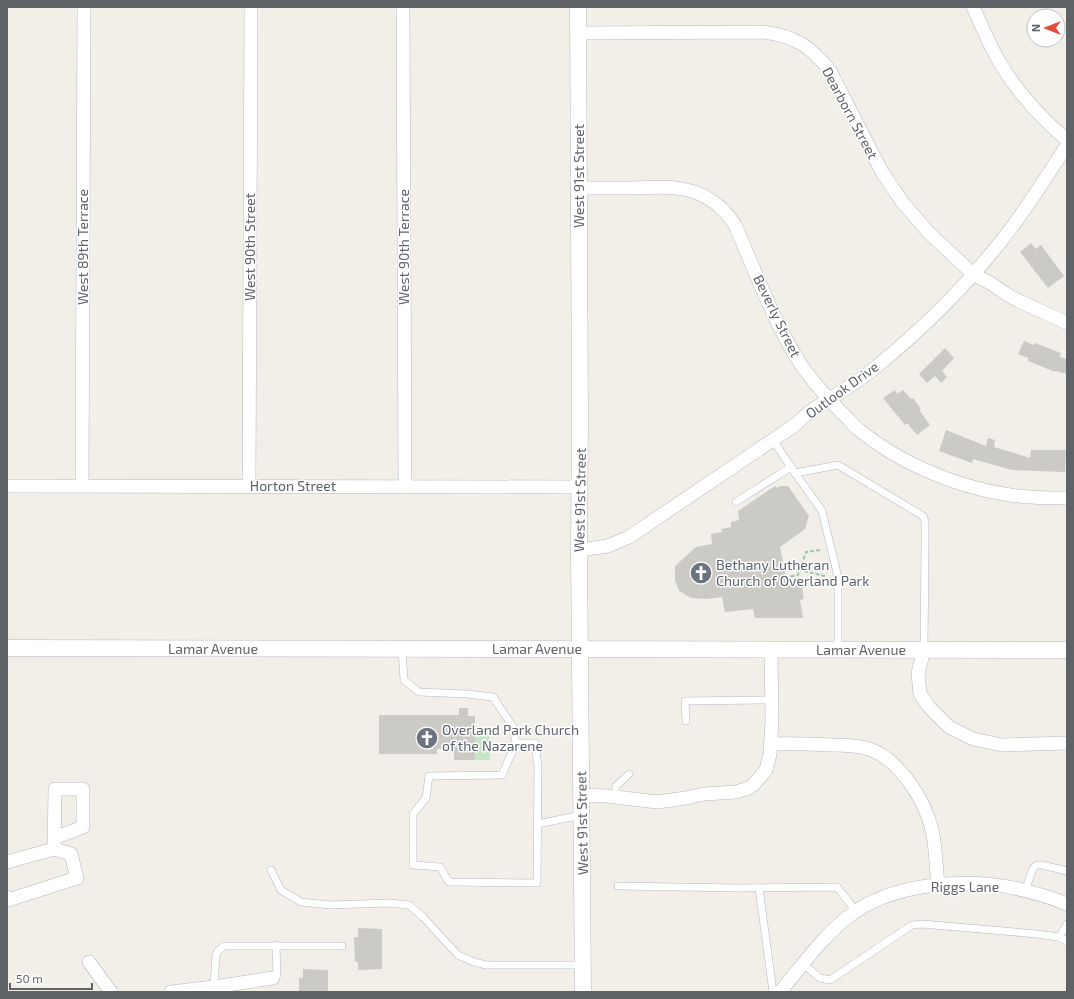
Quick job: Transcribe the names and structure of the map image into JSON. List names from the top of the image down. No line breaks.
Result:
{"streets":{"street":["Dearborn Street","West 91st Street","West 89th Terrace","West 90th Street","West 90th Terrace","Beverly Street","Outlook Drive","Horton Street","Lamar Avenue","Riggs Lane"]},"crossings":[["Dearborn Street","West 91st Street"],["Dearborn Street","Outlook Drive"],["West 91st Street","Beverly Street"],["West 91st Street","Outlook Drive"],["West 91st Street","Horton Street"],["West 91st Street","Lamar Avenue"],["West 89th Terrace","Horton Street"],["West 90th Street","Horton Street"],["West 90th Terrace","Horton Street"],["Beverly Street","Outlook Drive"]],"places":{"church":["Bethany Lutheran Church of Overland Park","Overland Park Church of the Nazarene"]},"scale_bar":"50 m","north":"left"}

--

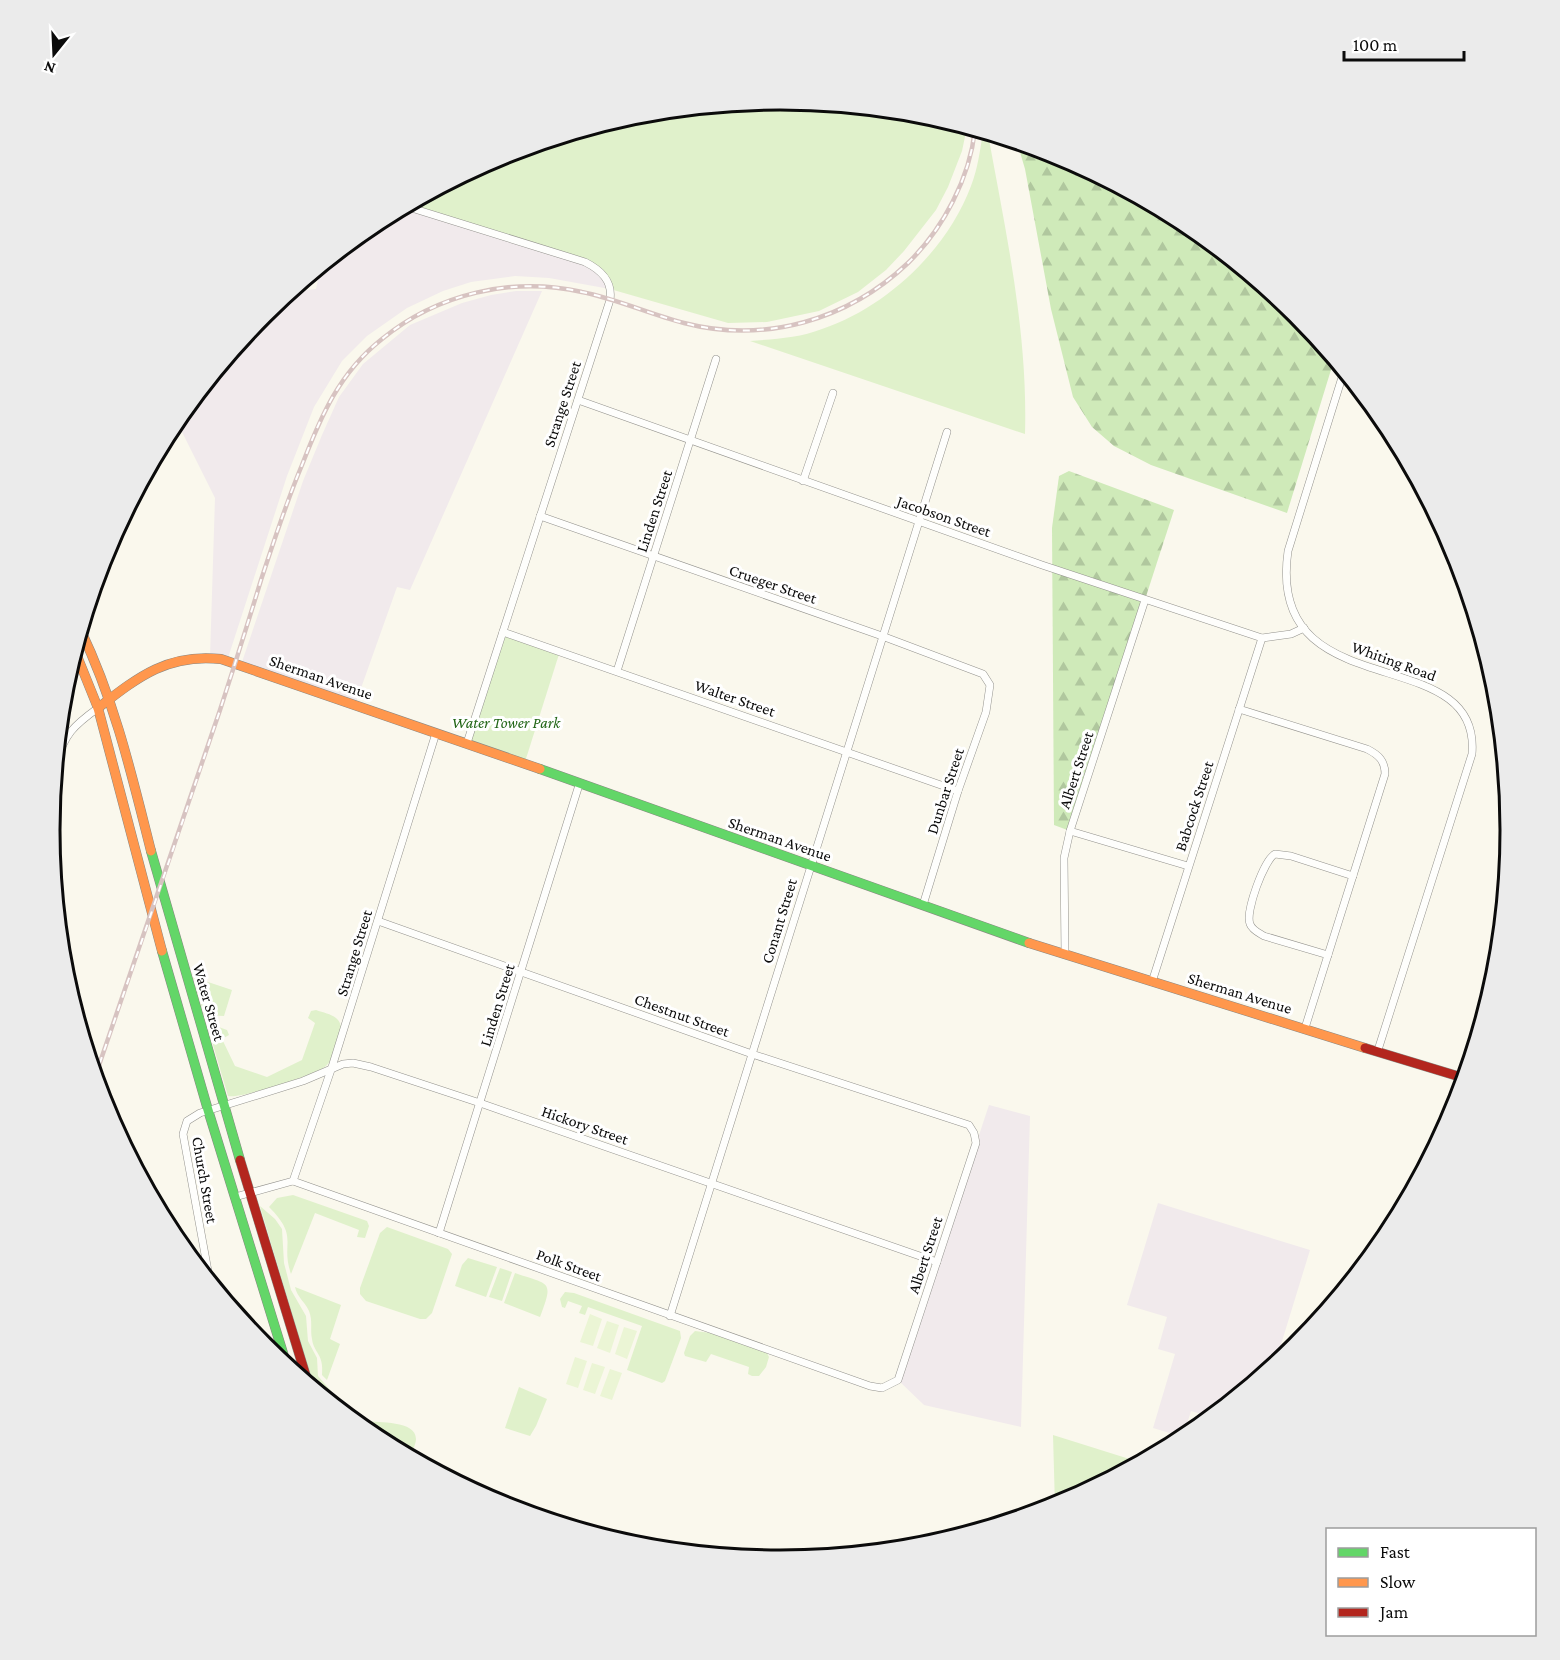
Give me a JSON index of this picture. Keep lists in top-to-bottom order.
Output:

* * *

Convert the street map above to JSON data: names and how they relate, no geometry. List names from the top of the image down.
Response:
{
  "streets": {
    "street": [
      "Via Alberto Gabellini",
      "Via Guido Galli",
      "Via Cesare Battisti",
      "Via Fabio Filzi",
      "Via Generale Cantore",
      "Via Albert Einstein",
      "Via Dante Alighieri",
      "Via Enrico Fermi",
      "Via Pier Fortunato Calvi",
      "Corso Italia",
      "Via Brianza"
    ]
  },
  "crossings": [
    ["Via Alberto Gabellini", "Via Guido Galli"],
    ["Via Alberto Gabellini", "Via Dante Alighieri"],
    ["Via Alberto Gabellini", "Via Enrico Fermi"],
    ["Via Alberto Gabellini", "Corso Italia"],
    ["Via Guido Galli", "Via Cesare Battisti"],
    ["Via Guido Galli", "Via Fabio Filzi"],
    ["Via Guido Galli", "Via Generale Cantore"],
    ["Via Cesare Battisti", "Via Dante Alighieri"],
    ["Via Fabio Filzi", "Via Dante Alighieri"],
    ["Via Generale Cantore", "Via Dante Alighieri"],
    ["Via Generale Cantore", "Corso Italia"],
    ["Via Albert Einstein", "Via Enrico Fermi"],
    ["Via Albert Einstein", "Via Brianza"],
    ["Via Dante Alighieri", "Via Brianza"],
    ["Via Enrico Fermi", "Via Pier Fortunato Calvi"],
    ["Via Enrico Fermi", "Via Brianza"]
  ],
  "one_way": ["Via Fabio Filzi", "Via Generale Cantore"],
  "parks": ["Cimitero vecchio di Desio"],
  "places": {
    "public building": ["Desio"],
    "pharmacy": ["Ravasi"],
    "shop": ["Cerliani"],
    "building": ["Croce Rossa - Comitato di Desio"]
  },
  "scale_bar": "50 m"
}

Work item
Take every line above that includes the string "image" and return it.

Your solution
Quick job: Transcribe the names and structure of the map image into JSON. List names from the top of the image down. No line breaks.
Convert the street map above to JSON data: names and how they relate, no geometry. List names from the top of the image down.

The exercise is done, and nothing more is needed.